+++ Provided material +++
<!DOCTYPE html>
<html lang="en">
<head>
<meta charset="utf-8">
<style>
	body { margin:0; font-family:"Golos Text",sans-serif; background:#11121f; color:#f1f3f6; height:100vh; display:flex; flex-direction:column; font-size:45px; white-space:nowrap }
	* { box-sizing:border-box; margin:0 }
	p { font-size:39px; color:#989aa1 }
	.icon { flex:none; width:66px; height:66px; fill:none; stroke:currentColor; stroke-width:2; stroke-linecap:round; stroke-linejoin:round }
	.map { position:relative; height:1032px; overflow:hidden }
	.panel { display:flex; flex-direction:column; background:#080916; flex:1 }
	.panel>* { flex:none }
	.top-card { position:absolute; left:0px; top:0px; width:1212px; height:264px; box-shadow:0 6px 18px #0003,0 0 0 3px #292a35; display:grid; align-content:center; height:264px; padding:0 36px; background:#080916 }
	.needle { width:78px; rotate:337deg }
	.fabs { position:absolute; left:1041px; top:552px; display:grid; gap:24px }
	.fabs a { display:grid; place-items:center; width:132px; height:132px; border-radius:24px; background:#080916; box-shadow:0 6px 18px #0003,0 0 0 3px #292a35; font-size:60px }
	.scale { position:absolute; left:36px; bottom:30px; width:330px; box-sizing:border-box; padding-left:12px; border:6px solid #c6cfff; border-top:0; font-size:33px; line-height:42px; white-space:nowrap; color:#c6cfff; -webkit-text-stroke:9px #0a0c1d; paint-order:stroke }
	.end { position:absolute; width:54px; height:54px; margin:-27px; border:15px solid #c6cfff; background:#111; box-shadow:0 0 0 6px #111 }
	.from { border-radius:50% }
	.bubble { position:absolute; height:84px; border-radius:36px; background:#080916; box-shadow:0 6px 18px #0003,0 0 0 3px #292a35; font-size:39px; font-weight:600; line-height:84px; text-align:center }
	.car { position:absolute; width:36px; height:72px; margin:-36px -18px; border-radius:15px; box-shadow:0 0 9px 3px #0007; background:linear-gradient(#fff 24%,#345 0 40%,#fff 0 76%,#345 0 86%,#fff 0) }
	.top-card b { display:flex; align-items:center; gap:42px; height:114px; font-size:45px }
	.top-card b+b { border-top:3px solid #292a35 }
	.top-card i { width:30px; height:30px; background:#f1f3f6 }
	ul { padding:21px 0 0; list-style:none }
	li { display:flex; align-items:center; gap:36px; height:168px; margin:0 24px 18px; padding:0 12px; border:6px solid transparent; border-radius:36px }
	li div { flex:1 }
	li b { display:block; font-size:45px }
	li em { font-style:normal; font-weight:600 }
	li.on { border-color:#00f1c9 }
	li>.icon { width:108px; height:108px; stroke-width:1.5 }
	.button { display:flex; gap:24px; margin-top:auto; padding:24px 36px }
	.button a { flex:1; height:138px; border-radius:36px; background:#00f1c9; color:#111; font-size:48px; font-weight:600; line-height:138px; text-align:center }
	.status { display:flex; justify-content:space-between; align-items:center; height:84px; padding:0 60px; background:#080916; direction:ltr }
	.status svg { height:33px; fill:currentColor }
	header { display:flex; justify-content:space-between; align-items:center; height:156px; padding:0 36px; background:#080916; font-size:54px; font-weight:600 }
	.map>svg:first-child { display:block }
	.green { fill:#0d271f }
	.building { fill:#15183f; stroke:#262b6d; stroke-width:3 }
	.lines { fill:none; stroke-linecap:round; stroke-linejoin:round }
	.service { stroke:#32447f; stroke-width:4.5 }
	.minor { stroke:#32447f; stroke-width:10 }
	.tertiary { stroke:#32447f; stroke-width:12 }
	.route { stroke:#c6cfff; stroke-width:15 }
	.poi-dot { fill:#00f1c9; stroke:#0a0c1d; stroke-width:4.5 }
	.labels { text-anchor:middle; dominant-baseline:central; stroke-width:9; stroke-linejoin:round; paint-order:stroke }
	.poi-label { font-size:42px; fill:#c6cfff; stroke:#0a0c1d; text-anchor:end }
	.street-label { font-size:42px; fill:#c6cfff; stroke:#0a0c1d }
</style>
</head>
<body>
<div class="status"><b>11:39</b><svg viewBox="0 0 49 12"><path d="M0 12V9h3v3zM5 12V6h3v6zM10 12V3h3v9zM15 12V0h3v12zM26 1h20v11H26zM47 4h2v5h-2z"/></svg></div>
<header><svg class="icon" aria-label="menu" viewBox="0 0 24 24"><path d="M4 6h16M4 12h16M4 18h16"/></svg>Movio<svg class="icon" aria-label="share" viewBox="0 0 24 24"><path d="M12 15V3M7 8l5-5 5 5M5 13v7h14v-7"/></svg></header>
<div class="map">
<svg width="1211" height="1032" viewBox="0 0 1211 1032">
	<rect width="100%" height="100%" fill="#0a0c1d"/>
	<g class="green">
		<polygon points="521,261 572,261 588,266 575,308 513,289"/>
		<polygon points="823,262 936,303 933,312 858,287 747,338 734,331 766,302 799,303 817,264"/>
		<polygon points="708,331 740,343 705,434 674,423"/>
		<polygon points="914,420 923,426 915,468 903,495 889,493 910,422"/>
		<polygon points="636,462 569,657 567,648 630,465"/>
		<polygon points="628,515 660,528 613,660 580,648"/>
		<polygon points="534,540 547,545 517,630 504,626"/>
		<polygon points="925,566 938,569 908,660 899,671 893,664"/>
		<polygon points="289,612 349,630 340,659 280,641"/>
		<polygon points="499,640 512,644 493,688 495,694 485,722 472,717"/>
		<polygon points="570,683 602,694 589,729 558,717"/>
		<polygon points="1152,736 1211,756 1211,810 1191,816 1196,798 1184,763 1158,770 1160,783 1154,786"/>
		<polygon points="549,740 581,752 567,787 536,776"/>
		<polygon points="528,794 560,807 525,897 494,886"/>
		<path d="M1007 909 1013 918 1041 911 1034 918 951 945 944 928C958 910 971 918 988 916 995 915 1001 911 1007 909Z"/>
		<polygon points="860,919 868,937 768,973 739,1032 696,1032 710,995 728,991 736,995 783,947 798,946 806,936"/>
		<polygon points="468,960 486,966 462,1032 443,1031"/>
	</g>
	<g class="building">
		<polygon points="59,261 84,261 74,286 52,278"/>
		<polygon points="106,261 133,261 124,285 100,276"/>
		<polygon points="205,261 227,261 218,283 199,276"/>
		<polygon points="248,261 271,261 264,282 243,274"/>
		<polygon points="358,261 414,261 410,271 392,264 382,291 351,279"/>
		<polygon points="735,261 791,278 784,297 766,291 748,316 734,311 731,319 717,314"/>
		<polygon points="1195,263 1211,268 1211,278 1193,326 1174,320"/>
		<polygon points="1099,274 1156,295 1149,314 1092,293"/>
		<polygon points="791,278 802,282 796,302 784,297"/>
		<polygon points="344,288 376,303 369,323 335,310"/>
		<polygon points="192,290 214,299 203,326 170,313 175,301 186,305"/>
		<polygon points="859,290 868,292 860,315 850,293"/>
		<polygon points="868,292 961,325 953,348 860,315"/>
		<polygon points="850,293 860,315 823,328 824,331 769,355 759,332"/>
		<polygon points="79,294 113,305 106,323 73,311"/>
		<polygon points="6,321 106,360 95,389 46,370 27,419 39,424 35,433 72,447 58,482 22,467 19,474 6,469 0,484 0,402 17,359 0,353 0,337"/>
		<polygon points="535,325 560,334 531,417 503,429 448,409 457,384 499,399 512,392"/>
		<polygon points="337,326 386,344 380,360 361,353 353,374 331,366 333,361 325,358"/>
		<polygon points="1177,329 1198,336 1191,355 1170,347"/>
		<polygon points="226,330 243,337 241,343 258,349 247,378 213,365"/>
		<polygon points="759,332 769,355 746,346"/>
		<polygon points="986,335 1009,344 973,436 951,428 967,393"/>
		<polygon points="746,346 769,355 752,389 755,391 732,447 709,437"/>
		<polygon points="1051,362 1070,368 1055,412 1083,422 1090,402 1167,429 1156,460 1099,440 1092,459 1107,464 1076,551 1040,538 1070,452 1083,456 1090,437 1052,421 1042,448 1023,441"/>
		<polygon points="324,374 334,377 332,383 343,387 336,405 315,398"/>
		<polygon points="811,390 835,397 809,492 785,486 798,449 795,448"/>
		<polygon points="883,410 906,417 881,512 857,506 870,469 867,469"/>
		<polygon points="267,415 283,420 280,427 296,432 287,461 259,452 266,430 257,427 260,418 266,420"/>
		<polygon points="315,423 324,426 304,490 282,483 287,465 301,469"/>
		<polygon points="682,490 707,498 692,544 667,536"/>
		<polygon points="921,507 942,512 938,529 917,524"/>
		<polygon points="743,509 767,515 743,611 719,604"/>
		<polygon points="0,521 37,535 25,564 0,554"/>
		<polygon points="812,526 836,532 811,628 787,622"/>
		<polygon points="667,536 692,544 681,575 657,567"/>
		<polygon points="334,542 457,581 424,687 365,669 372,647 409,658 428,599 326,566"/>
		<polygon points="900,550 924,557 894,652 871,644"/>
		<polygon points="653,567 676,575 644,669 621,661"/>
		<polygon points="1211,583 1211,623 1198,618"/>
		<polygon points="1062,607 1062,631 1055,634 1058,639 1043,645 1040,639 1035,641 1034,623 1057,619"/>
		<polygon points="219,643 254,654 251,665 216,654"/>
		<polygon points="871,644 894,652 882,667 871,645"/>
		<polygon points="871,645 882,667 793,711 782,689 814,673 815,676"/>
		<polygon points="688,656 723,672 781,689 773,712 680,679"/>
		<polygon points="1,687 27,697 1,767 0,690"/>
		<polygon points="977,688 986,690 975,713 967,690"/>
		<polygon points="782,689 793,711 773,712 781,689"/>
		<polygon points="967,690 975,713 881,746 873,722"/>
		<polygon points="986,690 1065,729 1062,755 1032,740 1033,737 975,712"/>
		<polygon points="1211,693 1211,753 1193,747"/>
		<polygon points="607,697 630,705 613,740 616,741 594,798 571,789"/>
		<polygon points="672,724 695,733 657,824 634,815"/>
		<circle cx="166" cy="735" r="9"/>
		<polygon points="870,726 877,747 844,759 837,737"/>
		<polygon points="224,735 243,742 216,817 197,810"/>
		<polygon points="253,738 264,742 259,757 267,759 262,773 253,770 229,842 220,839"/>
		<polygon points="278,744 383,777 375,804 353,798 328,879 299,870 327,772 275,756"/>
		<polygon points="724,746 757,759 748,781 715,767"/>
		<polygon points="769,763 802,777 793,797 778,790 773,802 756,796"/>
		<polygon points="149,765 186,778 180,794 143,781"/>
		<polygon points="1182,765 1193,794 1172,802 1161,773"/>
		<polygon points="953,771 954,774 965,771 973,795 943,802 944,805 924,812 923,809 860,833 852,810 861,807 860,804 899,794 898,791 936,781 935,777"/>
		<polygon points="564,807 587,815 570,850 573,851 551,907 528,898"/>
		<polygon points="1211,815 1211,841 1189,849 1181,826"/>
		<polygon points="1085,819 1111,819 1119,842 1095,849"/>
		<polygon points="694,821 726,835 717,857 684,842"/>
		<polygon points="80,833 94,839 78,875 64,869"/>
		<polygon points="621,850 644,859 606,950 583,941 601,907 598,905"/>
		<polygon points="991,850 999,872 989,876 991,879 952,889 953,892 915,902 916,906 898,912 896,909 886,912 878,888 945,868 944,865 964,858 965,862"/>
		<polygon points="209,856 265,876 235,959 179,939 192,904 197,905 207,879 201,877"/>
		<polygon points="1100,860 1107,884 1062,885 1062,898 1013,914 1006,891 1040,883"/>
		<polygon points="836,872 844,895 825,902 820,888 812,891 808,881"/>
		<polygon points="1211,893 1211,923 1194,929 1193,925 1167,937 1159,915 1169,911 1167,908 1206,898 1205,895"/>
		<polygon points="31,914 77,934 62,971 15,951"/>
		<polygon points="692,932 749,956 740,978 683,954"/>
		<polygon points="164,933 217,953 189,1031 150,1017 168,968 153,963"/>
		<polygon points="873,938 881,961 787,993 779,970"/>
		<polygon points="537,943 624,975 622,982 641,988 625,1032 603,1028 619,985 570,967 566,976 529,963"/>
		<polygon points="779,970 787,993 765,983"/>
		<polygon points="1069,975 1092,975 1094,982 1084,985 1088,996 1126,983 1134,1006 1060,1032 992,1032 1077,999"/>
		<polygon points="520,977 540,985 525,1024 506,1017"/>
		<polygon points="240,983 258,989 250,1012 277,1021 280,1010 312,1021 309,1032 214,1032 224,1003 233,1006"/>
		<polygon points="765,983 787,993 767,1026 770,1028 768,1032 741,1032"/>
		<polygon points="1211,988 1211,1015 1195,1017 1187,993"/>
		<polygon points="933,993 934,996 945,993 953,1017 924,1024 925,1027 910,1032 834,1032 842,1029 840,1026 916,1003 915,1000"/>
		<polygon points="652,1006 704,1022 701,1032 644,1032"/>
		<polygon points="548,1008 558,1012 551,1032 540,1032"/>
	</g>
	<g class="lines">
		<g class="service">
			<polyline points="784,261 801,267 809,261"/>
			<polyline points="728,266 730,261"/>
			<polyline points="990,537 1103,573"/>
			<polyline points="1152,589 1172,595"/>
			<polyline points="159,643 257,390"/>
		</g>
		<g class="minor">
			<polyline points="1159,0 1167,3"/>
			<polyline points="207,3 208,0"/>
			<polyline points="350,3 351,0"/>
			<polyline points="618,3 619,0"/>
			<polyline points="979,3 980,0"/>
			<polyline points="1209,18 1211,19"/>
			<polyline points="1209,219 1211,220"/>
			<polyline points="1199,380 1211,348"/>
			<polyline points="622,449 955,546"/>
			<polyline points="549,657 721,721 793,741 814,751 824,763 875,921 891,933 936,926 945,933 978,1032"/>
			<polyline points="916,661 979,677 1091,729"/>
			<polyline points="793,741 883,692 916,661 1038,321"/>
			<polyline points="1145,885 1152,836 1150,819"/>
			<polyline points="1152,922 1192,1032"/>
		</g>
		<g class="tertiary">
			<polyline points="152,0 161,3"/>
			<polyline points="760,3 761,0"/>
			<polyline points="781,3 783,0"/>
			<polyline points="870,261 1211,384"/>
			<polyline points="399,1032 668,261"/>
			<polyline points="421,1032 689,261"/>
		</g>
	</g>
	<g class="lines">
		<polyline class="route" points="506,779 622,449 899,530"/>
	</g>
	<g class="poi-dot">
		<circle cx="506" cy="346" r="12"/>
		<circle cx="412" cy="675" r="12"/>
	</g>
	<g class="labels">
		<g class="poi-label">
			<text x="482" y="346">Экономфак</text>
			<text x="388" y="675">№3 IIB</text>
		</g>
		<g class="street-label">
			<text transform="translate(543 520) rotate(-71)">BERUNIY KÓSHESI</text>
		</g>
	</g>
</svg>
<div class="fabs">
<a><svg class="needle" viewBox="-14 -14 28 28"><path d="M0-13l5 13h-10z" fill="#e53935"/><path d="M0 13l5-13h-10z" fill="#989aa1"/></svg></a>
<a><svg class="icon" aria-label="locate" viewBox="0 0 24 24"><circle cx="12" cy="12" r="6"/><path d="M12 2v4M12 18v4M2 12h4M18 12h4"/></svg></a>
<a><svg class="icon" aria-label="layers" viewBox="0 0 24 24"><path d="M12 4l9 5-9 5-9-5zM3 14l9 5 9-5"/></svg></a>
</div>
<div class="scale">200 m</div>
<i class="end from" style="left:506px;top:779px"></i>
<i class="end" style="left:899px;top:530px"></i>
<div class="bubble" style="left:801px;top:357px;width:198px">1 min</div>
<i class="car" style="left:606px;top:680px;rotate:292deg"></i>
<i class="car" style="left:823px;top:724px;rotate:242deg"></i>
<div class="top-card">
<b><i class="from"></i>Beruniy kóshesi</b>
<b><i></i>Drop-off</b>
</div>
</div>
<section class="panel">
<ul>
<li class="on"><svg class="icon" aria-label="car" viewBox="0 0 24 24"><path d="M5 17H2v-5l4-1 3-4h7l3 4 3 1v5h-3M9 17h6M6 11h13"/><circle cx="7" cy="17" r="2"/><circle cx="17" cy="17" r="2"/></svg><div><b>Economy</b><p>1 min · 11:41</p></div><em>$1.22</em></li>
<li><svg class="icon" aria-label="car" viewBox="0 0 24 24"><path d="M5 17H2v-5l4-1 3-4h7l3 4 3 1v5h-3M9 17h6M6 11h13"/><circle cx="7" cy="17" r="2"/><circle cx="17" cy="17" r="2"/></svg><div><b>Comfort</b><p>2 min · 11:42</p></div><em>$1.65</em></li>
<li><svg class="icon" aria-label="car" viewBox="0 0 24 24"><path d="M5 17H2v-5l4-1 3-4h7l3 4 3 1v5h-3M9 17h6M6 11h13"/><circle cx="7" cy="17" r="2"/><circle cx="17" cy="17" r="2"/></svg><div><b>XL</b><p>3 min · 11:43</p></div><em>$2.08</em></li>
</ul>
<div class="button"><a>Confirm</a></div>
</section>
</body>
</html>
+++
◆ Required action
Go through the data, and copy each line in which the word "paint" appears.

◆ Reply
	.scale { position:absolute; left:36px; bottom:30px; width:330px; box-sizing:border-box; padding-left:12px; border:6px solid #c6cfff; border-top:0; font-size:33px; line-height:42px; white-space:nowrap; color:#c6cfff; -webkit-text-stroke:9px #0a0c1d; paint-order:stroke }
	.labels { text-anchor:middle; dominant-baseline:central; stroke-width:9; stroke-linejoin:round; paint-order:stroke }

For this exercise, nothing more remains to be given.